• **Required action**: Return each line of the records below in which the string "shadow" turns up.

(Entries taken from a collection)
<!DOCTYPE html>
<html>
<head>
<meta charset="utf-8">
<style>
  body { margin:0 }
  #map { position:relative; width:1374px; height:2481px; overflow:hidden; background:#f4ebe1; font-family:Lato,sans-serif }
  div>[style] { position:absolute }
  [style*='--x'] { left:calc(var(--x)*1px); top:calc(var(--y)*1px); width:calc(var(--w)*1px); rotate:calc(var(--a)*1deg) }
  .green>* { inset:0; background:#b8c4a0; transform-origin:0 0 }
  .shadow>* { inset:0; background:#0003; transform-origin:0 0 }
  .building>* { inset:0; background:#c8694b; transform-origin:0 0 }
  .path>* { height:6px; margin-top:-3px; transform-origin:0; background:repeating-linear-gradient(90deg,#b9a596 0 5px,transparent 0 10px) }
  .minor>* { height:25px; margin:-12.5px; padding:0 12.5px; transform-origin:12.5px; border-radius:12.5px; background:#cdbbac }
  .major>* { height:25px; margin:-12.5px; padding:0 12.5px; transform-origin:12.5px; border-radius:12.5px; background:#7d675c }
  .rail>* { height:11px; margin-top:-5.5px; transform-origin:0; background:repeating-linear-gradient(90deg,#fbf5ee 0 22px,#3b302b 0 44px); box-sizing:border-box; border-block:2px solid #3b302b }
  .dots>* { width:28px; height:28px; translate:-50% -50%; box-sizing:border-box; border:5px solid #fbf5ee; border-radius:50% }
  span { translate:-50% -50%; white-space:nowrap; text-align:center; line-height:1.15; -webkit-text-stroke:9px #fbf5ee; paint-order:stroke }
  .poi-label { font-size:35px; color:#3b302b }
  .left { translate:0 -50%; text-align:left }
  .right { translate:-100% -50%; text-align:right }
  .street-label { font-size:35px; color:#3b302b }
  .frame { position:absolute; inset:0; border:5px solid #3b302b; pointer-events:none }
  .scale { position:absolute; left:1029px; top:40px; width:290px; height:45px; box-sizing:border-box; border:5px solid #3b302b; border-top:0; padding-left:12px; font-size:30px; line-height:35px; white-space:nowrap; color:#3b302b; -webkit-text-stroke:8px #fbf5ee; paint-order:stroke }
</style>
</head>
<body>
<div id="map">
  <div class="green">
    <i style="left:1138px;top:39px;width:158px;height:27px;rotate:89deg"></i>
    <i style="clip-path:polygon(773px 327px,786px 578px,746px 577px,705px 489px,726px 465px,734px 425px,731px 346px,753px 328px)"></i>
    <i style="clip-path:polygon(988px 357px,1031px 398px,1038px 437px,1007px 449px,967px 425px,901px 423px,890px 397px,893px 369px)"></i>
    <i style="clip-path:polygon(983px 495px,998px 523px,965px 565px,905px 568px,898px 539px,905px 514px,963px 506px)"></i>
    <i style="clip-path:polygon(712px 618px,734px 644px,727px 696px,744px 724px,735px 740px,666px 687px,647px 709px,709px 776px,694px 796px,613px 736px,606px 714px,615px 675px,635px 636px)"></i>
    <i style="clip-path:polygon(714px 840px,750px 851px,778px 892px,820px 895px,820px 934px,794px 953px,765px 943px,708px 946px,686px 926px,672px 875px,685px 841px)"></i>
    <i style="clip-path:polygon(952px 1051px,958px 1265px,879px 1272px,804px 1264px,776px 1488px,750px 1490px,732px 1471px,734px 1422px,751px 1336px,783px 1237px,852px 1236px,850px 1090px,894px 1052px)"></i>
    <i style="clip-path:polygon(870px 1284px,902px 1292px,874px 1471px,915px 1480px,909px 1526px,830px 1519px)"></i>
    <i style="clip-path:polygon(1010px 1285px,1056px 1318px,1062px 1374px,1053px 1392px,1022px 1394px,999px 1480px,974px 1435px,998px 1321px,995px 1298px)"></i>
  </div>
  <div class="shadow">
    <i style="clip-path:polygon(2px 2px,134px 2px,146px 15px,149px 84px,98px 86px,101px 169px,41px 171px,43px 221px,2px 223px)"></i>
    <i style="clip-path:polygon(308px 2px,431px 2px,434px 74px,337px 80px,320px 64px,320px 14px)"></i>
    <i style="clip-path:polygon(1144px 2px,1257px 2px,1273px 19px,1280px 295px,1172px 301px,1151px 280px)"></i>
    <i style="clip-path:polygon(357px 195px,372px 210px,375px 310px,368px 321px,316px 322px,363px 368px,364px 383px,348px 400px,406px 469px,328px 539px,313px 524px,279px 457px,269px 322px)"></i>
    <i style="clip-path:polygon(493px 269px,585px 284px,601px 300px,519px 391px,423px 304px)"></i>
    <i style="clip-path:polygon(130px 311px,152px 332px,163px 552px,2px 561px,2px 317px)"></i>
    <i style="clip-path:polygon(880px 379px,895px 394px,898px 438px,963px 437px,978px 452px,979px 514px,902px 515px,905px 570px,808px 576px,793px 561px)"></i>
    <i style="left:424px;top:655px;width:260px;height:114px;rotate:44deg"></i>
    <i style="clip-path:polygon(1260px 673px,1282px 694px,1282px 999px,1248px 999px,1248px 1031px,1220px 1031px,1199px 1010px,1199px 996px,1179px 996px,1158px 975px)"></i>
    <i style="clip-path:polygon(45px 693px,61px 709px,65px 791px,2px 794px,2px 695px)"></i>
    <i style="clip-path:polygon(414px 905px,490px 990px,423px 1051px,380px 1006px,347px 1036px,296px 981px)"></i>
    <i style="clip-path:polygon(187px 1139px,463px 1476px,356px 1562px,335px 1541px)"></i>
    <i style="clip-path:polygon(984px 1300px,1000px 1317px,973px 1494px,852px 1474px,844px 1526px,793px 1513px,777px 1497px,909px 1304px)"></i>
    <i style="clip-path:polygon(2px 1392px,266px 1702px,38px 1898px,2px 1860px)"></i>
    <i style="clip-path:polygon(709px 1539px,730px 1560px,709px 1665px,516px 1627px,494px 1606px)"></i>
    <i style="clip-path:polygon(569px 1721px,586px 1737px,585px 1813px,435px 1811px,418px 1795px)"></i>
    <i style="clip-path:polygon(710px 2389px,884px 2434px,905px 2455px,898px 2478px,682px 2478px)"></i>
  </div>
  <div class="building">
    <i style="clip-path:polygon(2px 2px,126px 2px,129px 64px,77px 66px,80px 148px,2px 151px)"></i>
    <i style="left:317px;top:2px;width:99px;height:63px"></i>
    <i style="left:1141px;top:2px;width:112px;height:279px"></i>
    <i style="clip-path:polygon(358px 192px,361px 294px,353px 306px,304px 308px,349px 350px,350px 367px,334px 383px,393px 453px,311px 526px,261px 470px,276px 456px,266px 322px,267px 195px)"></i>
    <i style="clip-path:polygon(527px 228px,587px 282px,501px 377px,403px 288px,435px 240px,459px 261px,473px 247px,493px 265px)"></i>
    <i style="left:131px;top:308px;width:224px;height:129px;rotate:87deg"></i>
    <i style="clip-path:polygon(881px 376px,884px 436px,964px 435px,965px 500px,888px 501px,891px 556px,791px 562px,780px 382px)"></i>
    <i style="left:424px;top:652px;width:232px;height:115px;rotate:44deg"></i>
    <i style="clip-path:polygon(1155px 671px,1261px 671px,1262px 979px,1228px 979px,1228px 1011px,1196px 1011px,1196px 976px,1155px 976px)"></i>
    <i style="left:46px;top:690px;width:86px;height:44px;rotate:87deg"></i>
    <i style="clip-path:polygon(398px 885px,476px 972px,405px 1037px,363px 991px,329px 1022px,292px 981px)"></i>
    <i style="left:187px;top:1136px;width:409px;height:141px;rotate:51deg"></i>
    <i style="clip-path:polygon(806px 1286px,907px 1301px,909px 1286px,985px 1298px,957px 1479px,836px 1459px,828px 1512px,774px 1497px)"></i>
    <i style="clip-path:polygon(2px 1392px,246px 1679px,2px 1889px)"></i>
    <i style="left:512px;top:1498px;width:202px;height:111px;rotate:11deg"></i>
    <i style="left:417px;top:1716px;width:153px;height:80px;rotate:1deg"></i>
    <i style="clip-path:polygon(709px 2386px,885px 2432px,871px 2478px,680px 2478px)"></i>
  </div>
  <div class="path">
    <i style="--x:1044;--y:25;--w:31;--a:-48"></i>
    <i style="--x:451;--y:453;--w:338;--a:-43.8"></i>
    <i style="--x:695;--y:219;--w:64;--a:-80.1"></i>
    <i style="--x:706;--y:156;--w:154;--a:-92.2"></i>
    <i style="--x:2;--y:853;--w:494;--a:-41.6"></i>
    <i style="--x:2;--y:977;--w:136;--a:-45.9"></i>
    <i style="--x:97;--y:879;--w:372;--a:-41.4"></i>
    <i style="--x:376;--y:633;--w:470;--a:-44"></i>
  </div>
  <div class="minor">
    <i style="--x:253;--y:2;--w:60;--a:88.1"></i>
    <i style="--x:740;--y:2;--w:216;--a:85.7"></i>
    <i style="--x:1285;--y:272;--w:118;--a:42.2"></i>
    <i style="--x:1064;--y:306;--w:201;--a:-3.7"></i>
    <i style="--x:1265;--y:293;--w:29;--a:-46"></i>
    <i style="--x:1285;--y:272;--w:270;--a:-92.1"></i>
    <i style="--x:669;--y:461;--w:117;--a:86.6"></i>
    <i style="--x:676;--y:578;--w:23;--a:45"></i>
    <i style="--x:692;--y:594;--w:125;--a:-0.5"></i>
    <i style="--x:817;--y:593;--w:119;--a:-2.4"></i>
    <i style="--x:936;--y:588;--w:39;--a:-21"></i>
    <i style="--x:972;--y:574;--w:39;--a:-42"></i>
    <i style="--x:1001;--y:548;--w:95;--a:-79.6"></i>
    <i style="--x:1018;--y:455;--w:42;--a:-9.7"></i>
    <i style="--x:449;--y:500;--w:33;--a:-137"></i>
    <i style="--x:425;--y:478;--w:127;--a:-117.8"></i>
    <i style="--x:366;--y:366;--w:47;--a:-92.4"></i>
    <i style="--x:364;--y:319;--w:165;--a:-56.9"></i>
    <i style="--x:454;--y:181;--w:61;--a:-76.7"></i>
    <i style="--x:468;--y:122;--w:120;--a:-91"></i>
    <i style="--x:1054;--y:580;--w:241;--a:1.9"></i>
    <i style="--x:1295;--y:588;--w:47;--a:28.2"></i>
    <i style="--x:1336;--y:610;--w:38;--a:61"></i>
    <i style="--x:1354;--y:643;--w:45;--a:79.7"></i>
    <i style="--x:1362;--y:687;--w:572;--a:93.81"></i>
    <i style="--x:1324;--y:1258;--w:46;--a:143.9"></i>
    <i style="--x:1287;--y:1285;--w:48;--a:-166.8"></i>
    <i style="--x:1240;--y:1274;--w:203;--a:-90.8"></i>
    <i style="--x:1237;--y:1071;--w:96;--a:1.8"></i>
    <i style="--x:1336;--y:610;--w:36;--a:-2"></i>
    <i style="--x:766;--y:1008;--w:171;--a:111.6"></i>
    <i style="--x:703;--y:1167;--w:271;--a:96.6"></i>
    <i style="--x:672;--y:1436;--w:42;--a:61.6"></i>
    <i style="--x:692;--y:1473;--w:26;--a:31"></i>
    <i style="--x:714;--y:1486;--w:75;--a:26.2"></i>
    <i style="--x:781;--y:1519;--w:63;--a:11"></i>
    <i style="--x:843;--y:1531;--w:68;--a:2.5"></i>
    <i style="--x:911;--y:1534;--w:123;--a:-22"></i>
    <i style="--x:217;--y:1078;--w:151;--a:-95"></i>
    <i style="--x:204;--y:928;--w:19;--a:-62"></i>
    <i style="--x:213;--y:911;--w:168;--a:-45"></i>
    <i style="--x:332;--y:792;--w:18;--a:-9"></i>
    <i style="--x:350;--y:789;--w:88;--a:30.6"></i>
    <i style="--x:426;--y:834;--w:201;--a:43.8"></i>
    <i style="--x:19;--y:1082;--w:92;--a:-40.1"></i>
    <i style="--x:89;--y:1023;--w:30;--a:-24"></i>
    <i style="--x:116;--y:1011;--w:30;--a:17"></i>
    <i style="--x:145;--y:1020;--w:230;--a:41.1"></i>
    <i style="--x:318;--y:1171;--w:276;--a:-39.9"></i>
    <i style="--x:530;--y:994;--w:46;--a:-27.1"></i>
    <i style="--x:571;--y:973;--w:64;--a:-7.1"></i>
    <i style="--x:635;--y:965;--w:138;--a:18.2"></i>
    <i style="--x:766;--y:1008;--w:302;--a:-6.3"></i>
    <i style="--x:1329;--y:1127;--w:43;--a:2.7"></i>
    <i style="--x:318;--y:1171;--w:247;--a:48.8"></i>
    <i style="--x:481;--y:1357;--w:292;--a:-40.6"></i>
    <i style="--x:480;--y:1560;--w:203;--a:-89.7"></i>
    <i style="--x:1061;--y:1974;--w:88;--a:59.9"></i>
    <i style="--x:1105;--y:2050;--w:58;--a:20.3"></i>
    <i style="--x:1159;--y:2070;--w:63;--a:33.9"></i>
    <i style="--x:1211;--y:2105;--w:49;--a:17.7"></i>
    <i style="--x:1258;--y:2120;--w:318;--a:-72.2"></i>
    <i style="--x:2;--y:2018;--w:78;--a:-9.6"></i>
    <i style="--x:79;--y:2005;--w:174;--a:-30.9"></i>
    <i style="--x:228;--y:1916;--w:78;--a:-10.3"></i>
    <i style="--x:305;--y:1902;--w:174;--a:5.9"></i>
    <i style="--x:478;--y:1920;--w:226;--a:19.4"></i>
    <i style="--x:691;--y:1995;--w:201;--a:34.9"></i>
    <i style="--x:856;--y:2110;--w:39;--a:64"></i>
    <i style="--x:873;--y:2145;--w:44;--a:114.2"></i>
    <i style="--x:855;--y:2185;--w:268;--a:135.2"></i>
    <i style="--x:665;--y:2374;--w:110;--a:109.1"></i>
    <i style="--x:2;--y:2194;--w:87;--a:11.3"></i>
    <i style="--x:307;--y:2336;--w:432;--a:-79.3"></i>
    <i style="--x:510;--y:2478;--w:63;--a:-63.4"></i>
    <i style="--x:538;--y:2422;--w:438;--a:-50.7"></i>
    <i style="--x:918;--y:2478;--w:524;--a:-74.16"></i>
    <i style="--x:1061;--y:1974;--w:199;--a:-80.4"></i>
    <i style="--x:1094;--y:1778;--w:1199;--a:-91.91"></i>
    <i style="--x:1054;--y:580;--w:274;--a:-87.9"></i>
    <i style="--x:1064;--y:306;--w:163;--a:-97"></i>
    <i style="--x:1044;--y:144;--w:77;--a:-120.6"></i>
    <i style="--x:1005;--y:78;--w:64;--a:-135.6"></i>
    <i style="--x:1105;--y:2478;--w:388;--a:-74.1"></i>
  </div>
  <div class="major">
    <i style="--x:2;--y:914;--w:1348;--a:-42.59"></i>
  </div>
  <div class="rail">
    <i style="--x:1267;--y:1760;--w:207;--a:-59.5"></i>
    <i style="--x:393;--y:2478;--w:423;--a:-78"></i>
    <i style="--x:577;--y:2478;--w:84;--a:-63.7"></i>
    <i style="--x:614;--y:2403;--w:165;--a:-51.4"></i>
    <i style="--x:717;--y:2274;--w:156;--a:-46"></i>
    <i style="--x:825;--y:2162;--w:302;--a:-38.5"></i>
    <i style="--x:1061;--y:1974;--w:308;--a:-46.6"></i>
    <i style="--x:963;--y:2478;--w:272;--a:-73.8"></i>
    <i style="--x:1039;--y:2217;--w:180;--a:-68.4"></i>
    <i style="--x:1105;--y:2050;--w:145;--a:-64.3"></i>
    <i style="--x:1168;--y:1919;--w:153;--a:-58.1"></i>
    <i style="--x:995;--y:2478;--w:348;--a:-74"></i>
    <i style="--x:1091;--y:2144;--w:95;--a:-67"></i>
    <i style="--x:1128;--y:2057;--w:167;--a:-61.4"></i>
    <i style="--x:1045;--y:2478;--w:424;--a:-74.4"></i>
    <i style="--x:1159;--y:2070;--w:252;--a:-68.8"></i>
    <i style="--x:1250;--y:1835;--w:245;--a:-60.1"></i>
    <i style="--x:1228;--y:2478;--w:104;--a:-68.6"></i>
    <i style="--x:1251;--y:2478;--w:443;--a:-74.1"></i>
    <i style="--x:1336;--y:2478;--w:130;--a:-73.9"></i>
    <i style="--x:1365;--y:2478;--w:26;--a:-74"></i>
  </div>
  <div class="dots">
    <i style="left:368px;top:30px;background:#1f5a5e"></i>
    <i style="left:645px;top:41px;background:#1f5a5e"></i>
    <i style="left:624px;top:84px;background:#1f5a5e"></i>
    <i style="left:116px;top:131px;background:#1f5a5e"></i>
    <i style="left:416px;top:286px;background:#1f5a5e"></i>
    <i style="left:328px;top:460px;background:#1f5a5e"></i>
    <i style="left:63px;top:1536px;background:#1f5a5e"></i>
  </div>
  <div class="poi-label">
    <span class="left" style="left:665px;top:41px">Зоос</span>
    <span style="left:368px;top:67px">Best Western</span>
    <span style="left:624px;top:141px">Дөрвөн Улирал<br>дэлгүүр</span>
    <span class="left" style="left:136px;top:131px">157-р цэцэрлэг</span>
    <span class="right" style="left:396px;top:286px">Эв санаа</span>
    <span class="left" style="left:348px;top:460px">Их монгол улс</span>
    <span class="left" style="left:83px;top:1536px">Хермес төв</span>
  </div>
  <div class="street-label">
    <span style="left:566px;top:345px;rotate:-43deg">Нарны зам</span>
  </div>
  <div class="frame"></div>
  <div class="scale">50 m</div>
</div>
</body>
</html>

• **Problem solution**:
  .shadow>* { inset:0; background:#0003; transform-origin:0 0 }
  <div class="shadow">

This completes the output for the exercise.